AT&T (s t) today launched a free Wi-Fi zone in downtown Charlotte, N.C., following the launch of a similar hotspot zone in New York’s Times Square two months ago, but it has not yet announced free Wi-Fi plans in the data-hungry area of San Francisco. The carrier plans a third hotspot pilot in Chicago within the next three weeks. These free hotspots for AT&T customers help to reduce data congestion on the carrier’s 3G network in such areas, which potentially improve customer experiences on a network that has, at times, struggled to keep up with the growing demand for data.

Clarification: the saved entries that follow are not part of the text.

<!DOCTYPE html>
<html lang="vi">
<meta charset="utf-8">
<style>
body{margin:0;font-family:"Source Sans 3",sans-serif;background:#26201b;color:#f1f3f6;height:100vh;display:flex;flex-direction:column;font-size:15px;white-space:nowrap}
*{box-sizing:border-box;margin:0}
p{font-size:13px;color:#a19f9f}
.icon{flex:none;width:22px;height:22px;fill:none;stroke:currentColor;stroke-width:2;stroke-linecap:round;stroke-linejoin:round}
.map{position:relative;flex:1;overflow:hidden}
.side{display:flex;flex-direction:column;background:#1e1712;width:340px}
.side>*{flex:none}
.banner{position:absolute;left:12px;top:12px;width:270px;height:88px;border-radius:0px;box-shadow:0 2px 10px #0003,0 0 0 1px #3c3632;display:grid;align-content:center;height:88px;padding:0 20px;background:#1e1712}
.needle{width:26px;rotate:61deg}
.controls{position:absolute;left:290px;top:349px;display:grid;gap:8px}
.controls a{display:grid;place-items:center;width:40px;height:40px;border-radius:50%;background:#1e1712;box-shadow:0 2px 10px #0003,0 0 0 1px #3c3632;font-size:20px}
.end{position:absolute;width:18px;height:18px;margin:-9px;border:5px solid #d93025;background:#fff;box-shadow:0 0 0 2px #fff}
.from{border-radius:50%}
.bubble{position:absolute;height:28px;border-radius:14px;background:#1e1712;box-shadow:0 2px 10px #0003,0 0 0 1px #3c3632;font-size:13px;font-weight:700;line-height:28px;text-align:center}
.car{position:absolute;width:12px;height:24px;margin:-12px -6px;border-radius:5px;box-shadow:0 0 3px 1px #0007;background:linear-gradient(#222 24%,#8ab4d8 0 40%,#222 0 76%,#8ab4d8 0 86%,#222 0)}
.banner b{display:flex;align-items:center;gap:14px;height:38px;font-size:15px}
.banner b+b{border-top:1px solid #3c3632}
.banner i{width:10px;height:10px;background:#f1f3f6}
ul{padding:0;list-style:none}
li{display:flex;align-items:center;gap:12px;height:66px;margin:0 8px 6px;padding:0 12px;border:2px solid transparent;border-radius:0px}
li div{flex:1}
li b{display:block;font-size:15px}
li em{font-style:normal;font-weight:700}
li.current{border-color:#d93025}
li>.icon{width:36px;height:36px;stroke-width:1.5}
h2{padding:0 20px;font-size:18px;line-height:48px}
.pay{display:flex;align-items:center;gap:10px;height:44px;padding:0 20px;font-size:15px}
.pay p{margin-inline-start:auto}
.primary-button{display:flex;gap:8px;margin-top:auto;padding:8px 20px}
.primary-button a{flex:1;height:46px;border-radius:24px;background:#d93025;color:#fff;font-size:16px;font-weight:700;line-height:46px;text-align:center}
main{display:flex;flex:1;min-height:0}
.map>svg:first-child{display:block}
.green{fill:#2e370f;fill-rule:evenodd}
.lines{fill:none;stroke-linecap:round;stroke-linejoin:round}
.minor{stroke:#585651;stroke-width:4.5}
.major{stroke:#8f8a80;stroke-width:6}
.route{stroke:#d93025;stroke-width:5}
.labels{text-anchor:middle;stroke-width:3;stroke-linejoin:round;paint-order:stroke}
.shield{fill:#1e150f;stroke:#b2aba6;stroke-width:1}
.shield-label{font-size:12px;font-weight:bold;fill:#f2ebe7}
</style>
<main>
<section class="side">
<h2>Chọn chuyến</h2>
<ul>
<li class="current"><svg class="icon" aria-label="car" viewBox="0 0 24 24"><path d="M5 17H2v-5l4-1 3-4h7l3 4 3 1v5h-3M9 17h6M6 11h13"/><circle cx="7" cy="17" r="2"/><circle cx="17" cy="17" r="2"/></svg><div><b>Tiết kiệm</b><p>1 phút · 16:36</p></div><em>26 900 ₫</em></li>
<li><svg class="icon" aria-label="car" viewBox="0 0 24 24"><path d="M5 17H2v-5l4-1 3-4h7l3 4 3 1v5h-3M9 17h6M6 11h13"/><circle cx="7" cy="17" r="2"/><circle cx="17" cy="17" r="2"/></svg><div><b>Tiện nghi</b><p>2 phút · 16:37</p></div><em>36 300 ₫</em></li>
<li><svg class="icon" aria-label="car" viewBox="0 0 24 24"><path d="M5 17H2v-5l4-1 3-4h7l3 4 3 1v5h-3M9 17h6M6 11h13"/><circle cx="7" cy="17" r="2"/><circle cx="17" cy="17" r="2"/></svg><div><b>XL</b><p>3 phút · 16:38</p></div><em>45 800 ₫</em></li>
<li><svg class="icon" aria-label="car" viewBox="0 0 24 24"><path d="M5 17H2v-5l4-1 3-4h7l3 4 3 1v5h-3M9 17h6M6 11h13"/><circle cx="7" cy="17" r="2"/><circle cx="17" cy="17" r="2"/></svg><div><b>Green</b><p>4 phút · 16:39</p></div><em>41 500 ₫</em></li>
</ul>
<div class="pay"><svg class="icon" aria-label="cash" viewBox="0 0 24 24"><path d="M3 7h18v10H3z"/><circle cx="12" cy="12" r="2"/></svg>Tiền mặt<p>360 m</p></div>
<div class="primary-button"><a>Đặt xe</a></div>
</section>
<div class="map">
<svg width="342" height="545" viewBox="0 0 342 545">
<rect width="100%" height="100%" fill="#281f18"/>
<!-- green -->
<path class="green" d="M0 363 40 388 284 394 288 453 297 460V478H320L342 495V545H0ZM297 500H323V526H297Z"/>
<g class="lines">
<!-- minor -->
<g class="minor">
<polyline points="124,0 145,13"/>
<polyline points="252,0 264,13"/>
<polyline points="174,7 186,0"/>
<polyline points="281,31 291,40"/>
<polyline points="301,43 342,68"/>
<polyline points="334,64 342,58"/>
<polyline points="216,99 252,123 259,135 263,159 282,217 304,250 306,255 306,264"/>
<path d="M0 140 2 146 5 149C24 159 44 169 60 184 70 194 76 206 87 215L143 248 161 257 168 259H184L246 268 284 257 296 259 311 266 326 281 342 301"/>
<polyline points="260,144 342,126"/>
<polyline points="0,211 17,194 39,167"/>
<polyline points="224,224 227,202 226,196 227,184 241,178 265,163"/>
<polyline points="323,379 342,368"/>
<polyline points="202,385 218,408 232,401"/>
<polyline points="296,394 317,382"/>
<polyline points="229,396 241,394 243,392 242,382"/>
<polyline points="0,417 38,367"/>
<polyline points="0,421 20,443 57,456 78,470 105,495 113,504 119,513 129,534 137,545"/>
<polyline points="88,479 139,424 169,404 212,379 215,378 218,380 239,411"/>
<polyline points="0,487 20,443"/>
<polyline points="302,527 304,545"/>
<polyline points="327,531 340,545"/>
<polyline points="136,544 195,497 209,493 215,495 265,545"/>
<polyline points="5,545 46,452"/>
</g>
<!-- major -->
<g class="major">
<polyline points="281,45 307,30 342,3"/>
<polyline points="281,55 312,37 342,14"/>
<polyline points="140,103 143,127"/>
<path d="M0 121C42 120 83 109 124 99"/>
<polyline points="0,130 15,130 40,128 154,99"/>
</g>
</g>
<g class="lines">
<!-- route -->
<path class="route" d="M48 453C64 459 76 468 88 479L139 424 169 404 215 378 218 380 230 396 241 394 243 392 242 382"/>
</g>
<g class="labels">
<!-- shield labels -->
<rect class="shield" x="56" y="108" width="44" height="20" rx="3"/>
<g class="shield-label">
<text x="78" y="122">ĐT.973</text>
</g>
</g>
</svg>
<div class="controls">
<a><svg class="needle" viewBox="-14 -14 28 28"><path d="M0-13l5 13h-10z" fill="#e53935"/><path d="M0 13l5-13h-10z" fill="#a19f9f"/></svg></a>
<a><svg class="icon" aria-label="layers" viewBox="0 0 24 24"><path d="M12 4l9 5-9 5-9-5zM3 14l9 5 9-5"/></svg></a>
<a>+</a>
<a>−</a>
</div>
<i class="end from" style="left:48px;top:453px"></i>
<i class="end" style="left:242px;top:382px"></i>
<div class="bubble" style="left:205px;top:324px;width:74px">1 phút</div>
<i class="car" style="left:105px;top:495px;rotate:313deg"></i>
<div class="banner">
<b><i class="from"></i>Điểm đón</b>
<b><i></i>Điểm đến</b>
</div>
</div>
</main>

Indeed, AT&T customers are turning towards Wi-Fi connections in droves — not only because of saturated 3G connectivity in some highly populous areas, but because Wi-Fi connections are often faster than 3G. In a statement today, AT&T reports that it handled 68.1 million Wi-Fi connections in the second quarter on its network, which has over 20,000 U.S. hotspot locations. Last year, during the same quarter, only 15 million AT&T customers jumped on to an AT&T Wi-Fi connection.

Although it’s early in the life of these wireless zones, I’m wondering how much they help reduce network congestion. AT&T isn’t saying yet, but it mentioned that it will “gather more information and customer feedback in order to continue to evaluate the benefits of Wi-Fi hotzones to provide another mobile broadband option for customers.” But on its quarterly results call last week, AT&T did specify an 89 percent performance improvement within Manhattan. I suspect most of the improved service is due to infrastructure investment rather than the Times Square hotspot, but as AT&T adds more hotspots, it will be worth watching for any effect, no matter how small.

Sadly for those in San Francisco, where the loudest complaints about AT&T’s network often are heard, there’s no news of any AT&T wireless hotspot zones. AT&T did mention on last week’s call, however, that improvements in San Francisco should be expected roughly 90 days after New York City’s better service. While those improvements could bring a wireless hotspot to Union Square or the Financial District, I think Bay Area residents are hoping for improvements on a wider scale.